O programa Gás do Povo, uma das principais apostas sociais do governo do presidente Luiz Inácio Lula da Silva (PT) para 2026, enfrenta um obstáculo significativo em sua fase inicial: a adesão limitada das revendedoras de gás. Com o objetivo de beneficiar até 15 milhões de famílias com o pagamento periódico de botijões, a iniciativa depende do credenciamento voluntário dos estabelecimentos, cujo ritmo está abaixo do esperado pela equipe econômica.
Desafio na Adesão das Revendas
O principal ponto de atrito identificado pelo governo e pelo setor é o valor pago pelo botijão de 13 quilos. O preço é calculado com base em uma média praticada em cada estado, mas parte das varejistas considera essa remuneração pouco atrativa. Sergio Bandeira de Mello, presidente do Sindigas (Sindicato Nacional das Empresas Distribuidoras de Gás Liquefeito de Petróleo), confirma que o valor é um fator decisivo. "Algumas não desejaram aderir, o que é legítimo", afirmou.
Os dados mostram uma grande disparidade entre as capitais. Enquanto Fortaleza tem 71% das revendas credenciadas e Salvador conta com 62%, outras como Goiânia (34%) e Natal (43%) apresentam números bem mais modestos. Apesar disso, Bandeira de Mello acredita que o cenário deve melhorar conforme o programa ganha notoriedade, prevendo uma "corrida por adesão" nas próximas etapas.
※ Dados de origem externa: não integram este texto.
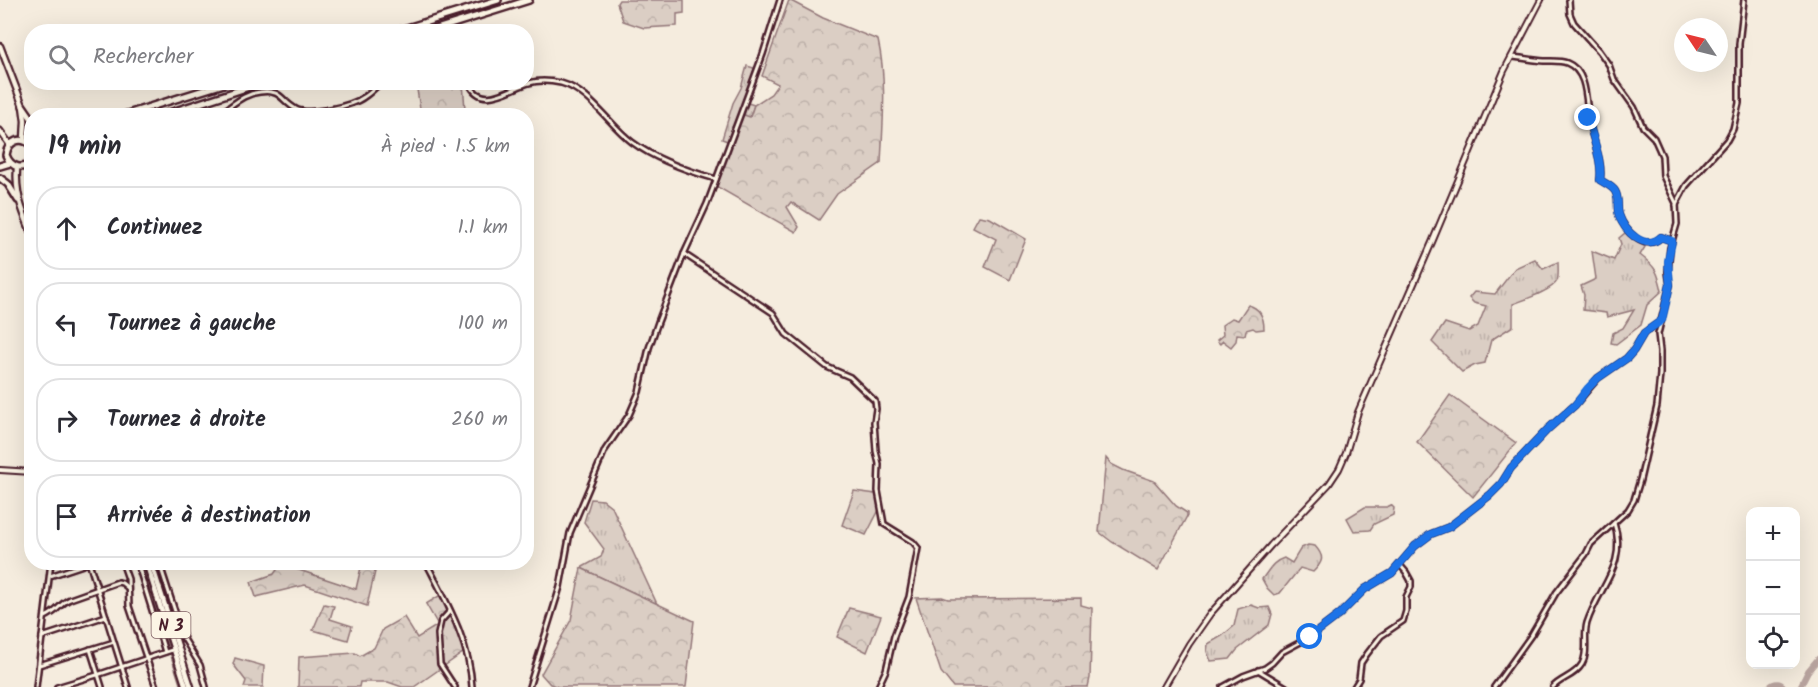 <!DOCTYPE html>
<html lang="fr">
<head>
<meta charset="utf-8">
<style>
	:root { --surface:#fff; --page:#f2f2f3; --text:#2b2b33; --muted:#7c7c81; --line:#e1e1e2 }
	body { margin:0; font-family:Kalam,sans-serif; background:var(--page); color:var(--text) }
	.controls { position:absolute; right:18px; bottom:18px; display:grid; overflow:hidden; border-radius:12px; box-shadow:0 6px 24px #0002 }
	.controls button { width:54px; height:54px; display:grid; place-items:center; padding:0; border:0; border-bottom:2px solid var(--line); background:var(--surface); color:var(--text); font:30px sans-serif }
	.compass { position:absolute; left:1674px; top:18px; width:54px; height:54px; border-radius:50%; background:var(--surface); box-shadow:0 6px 24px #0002; rotate:305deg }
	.stop { position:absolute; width:18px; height:18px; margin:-14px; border:4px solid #1a73e8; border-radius:50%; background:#fff }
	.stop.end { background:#1a73e8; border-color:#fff; box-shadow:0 2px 6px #0008 }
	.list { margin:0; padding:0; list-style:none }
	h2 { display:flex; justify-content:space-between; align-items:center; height:78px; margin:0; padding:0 24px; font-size:26px }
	h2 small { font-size:20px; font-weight:400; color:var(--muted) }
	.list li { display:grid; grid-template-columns:39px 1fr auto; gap:18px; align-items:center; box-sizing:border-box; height:84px; margin:0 12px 12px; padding:0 12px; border:2px solid var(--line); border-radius:24px }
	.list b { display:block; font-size:22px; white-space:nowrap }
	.list em { font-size:20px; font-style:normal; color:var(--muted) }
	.icon { flex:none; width:33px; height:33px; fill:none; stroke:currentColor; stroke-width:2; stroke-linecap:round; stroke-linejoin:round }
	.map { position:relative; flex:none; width:1818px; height:687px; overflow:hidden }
	.search { position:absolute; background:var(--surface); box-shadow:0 6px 24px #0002; left:24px; top:24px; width:510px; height:66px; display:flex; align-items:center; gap:15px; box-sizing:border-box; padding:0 21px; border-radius:24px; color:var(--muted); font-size:22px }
	.panel { position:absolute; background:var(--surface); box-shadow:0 6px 24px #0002; left:24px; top:108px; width:510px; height:462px; border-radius:24px }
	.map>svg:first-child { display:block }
	.grass { fill:url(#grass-tufts); stroke:#927678; stroke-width:1.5 }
	.forest { fill:url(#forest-crowns); stroke:#927678; stroke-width:1.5 }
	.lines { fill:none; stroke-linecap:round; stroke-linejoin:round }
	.stream { stroke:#8c6e70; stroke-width:1.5 }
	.river { stroke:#b8a39e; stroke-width:6 }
	.street-casing { stroke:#4a1f2b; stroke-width:8 }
	.secondary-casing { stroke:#4a1f2b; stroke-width:8 }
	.primary-casing { stroke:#4a1f2b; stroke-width:9 }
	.highway-casing { stroke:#4a1f2b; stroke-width:10 }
	.street { stroke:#fcf5e5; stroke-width:3 }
	.secondary { stroke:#fcf5e5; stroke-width:4 }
	.primary { stroke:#fcf5e5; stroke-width:4.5 }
	.highway { stroke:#fcf5e5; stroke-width:5 }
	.route { stroke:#1a73e8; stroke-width:8 }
	.labels { text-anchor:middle; stroke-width:6; stroke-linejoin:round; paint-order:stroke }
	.shield { fill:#fcf5e5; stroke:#7f5f63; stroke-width:1.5 }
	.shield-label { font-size:16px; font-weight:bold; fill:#4a1f2b }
</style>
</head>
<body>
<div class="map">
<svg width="1818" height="687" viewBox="0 0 1818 687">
	<defs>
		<pattern id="grass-tufts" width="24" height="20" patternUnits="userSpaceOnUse" patternTransform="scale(1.5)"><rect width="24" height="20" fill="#dbcec4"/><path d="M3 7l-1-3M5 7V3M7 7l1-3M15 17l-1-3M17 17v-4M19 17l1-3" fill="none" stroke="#bdb0a9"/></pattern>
		<pattern id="forest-crowns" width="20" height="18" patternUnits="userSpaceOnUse" patternTransform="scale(1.5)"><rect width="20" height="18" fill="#dbcec4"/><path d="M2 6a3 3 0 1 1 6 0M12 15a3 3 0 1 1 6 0" fill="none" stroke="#bdb0a9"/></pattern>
	</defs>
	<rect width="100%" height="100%" fill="#f5ecde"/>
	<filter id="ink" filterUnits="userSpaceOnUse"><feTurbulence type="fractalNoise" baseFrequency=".0167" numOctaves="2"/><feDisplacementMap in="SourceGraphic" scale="12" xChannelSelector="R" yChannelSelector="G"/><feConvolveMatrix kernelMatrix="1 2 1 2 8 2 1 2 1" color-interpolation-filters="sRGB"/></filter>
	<g filter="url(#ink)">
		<g class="grass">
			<polygon points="747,66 757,69 745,102 754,105 750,117 730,142 722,139 733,103 741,88"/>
			<path d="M1625 233 1645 247 1640 255C1656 267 1658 272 1662 291L1647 305 1641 325 1616 344 1611 343 1613 333 1623 328 1634 310 1607 317 1606 313 1583 310 1584 295 1581 286 1596 279 1592 251 1614 260 1621 244 1619 238Z"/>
			<path d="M1535 259 1543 269 1558 262C1558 267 1559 276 1557 281 1552 291 1523 300 1513 304V326L1491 340 1485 363 1475 365 1462 372 1432 342 1445 323 1469 331 1478 326 1486 306 1474 303 1469 298 1474 292 1495 294 1515 268Z"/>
			<polygon points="591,499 603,500 612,507 657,604 581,568 601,557 604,549 584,522"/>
			<polygon points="1391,505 1394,508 1393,515 1374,524 1370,530 1354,531 1347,518 1365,507 1387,507"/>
			<path d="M1308 545 1315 546C1325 557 1323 562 1313 572L1300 568 1280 593 1274 595 1267 588 1262 579C1270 569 1272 562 1284 558L1292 563 1301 548Z"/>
			<polygon points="1251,605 1259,608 1269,607 1272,614 1269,625 1237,650 1230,659 1211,661 1207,652 1208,644 1222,636 1234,626 1238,609"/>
		</g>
		<g class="forest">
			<polygon points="619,0 684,0 684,13 677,14 677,26 644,28 623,21 617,3"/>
			<path d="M789 0 823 18 878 40C887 80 883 122 881 163L837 194 819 220 791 202 787 207 799 227 796 232 714 185 741 114 750 117 754 105 771 94 778 84 762 76Z"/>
			<polygon points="416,83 463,83 465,109 452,115 421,115"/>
			<polygon points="979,216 990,218 1026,239 1010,280 985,267 996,239 973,227"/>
			<path d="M1248 305C1260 308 1264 318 1264 329L1256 330 1253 328 1246 330 1245 335 1237 334 1236 341 1231 347 1223 341 1220 344 1218 342 1217 340 1223 335 1222 325 1232 318 1238 320Z"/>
			<polygon points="1450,395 1516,443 1473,497 1417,442"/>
			<polygon points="1106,458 1111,464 1123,470 1154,481 1176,506 1187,513 1187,516 1158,570 1112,542 1099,532"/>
			<polygon points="854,491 876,494 880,508 866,535 842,525"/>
			<polygon points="362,563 377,563 367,606 305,585 256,597 251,582 274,574 281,564 356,589"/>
			<polygon points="581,568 694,621 686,687 558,687 550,684 541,674 571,620"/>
			<polygon points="442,594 467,650 414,687 402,687 388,682 360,682 359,687 298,687 299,657 355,653 360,656 374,648 383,629 404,617 417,638 438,625 426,604"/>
			<polygon points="942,597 948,599 1081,598 1081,605 1092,608 1090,678 1088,687 953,687 941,672 916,598"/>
			<polygon points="324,604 334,606 330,619 352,626 348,640 313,630"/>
			<polygon points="849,608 881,616 867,652 837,637"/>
			<polygon points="235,658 264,666 263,687 244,687 246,681 233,664"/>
		</g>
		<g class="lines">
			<polyline class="stream" points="141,562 181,687"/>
			<g class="river">
				<path d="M1769 687C1775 682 1780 682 1784 687"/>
				<polyline points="1800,687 1808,671 1818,659"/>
			</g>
			<defs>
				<g id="street">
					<path d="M1512 57C1523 58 1533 60 1544 61 1552 61 1560 60 1567 63 1590 72 1585 107 1590 126 1594 143 1603 163 1600 180 1605 183 1612 186 1615 191 1620 199 1616 207 1619 215 1624 231 1645 253 1661 237L1672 241"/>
					<path d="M469 82C480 111 509 89 529 83 539 80 551 81 561 83 590 91 609 125 632 142 656 160 688 171 716 179"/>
					<path d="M215 116C231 108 241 94 260 92 282 89 281 101 296 109 309 116 352 106 364 97 371 93 375 87 382 82"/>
					<polyline points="1676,205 1686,186 1727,140 1733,129 1739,103 1739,44 1744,0"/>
					<polyline points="684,254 773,313 786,334 827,367 850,377 875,401 876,409 874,422 876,451 879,464 878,491 884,524 913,542 918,548 909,597 894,636 886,670 878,687"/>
					<polyline points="89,562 128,687"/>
					<polyline points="122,562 128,579 129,606 156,687"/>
					<polyline points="137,562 165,652"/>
					<polyline points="159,562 184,639 200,665 206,687"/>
					<path d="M426 562C446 601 470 642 472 687"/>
					<polyline points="50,576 92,562"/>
					<polyline points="450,611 441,621 438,634 440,664 455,687"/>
					<path d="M45 617C58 612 59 604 70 599L118 582 122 583 128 588"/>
					<polyline points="42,637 106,616"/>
					<polyline points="90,649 102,687"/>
					<polyline points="39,665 114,642"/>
					<polyline points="1258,670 1286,687"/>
					<polyline points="36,687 51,562"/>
					<polyline points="57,687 97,675 175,649"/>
					<polyline points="529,687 560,587 570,533 605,450 629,415 639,392 649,348 658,322 684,254 707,204 763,54 780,0"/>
					<polyline points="1223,687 1243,676 1265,668 1272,663 1282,652 1310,637 1339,615 1365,589 1392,573 1415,546 1431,534 1449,527 1490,495 1501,484 1511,468 1548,429 1575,405 1598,378 1627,358 1634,350 1644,333 1661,321"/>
					<polyline points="1354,687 1359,679 1361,663 1367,654 1381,636 1403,621 1406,611 1406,597 1411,587 1411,581 1406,572 1400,565"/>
					<polyline points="1494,687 1532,634 1556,593 1586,554 1591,544 1628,510 1634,500 1640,480 1657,406 1660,374 1660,351 1658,334 1670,285 1668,272 1670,248 1677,224 1676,203 1663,176 1662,156 1654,138 1643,127 1634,107 1614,79 1609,65 1599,51 1574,23 1570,14 1569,0"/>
					<path d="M1553 687C1561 678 1575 676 1582 664 1589 652 1583 636 1587 623 1599 586 1628 565 1614 523"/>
				</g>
				<g id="secondary">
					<polyline points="0,470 32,472"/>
					<polyline points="1164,687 1189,644 1210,614 1271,545 1329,484 1339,469 1346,453 1358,412 1433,240 1504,71 1541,0"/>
				</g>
				<g id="primary">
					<polyline points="0,46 23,106 25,121 24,140"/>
					<polyline points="0,131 10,145"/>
					<path d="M17 167C15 194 22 210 32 234"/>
					<polyline points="146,562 186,687"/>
					<polyline points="151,562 191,687"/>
				</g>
				<g id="highway">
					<polyline points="394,32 498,0"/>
					<polyline points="427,32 529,0"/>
					<polyline points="23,106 32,119"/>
					<polyline points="121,116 230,82"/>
					<polyline points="160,116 264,82"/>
					<path d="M32 146C21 135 8 141 6 155 11 168 23 171 32 161"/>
					<polyline points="0,166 10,163"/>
					<polyline points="0,178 8,184 18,200"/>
				</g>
			</defs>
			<use href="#street" class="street-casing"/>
			<use href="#secondary" class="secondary-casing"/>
			<use href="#primary" class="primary-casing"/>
			<use href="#highway" class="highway-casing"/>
			<use href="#street" class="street"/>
			<use href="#secondary" class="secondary"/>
			<use href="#primary" class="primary"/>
			<use href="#highway" class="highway"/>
		</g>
	</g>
	<g class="lines" filter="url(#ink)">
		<path class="route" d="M1310 637 1339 615 1365 589 1392 573 1415 546 1431 534 1449 527 1490 495 1501 484 1511 468 1548 429 1575 405 1588 388 1598 378 1627 358 1634 350 1644 333 1662 320 1670 285 1668 261 1672 241 1661 237C1645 252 1624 231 1619 215 1616 207 1620 199 1615 191 1612 186 1605 183 1600 180 1603 161 1592 137 1588 118"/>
	</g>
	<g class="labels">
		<rect class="shield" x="151.5" y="612" width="39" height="26" rx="4.5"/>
		<g class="shield-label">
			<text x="171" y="631">N 3</text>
		</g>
	</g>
</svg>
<div class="controls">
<button>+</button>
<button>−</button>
<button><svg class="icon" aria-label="locate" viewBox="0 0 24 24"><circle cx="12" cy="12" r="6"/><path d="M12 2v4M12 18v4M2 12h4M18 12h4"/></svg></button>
</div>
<svg class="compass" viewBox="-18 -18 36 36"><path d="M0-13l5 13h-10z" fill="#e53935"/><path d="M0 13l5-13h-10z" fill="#7c7c81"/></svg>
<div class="stop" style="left:1310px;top:637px"></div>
<div class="stop end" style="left:1588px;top:118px"></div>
<div class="search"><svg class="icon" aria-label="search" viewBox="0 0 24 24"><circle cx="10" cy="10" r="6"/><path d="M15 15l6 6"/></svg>Rechercher</div>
<section class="panel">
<h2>19 min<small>À pied · 1.5 km</small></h2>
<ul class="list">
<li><svg class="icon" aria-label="ahead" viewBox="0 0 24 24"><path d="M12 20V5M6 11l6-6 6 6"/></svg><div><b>Continuez</b></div><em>1.1 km</em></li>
<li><svg class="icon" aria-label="left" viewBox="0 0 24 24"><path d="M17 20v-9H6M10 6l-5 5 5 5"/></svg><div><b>Tournez à gauche</b></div><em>100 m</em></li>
<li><svg class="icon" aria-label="right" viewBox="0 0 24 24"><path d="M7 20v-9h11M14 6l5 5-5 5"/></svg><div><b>Tournez à droite</b></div><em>260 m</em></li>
<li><svg class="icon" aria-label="arrive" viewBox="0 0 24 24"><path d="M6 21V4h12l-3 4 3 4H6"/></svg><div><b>Arrivée à destination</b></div></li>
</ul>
</section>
</div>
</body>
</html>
Ajuste Orçamentário e Mudança no ICMS
Para tentar reverter o quadro, o governo planeja um ajuste financeiro. A mudança imediata visa compensar o aumento do ICMS (Imposto sobre Circulação de Mercadorias e Serviços) sobre o gás, que passou de R$ 1,39/kg para R$ 1,47/kg desde 1º de janeiro de 2026. Esse reajuste, com impacto calculado em R$ 59 milhões, já recebeu sinal verde do Ministério de Minas e Energia (MME) e das primeiras análises da Fazenda.
No entanto, a ambição do MME é muito maior. A proposta de Lei Orçamentária Anual de 2026 enviada pelo Planalto continha R$ 5,1 bilhões para o programa, valor que foi cortado para R$ 4,7 bilhões pelo Congresso. Agora, o ministério estuda a possibilidade de expandir o orçamento para até R$ 5,8 bilhões no ano, considerando a necessidade de atender todos os usuários do Bolsa Família.
Funcionamento e Metas do Programa
Em fase de implementação gradual, o Gás do Povo substitui o Auxílio Gás, criado no governo Bolsonaro. A nova lógica exige que o beneficiário retire fisicamente o botijão em uma revenda autorizada, que recebe o pagamento correspondente em até dois dias via Caixa Econômica Federal. O governo argumenta que o modelo anterior permitia o desvio dos recursos para outras finalidades.
Para ter direito, as famílias devem estar inscritas no Cadastro Único (CadÚnico) e ter renda familiar per capita mensal igual ou inferior a meio salário-mínimo. O programa prioriza beneficiários do Bolsa Família e famílias com duas ou mais pessoas, com direito a quatro a seis recargas anuais, conforme o tamanho do grupo familiar.
O Ministério de Minas e Energia, por meio de sua assessoria, não comentou valores específicos, mas reforçou que a meta é "assegurar ampla cobertura territorial". A pasta informou que 1.600 revendas já estão credenciadas nas dez capitais participantes da fase inicial, garantindo que 98% das famílias contempladas tenham um ponto de venda a até 2 km de sua residência.
Os primeiros pagamentos começaram em novembro de 2025, e a previsão do governo é implementar totalmente o programa até março de 2026. O sucesso da iniciativa, no entanto, permanece atrelado à capacidade de atrair mais revendedores e ao desfecho das negociações orçamentárias.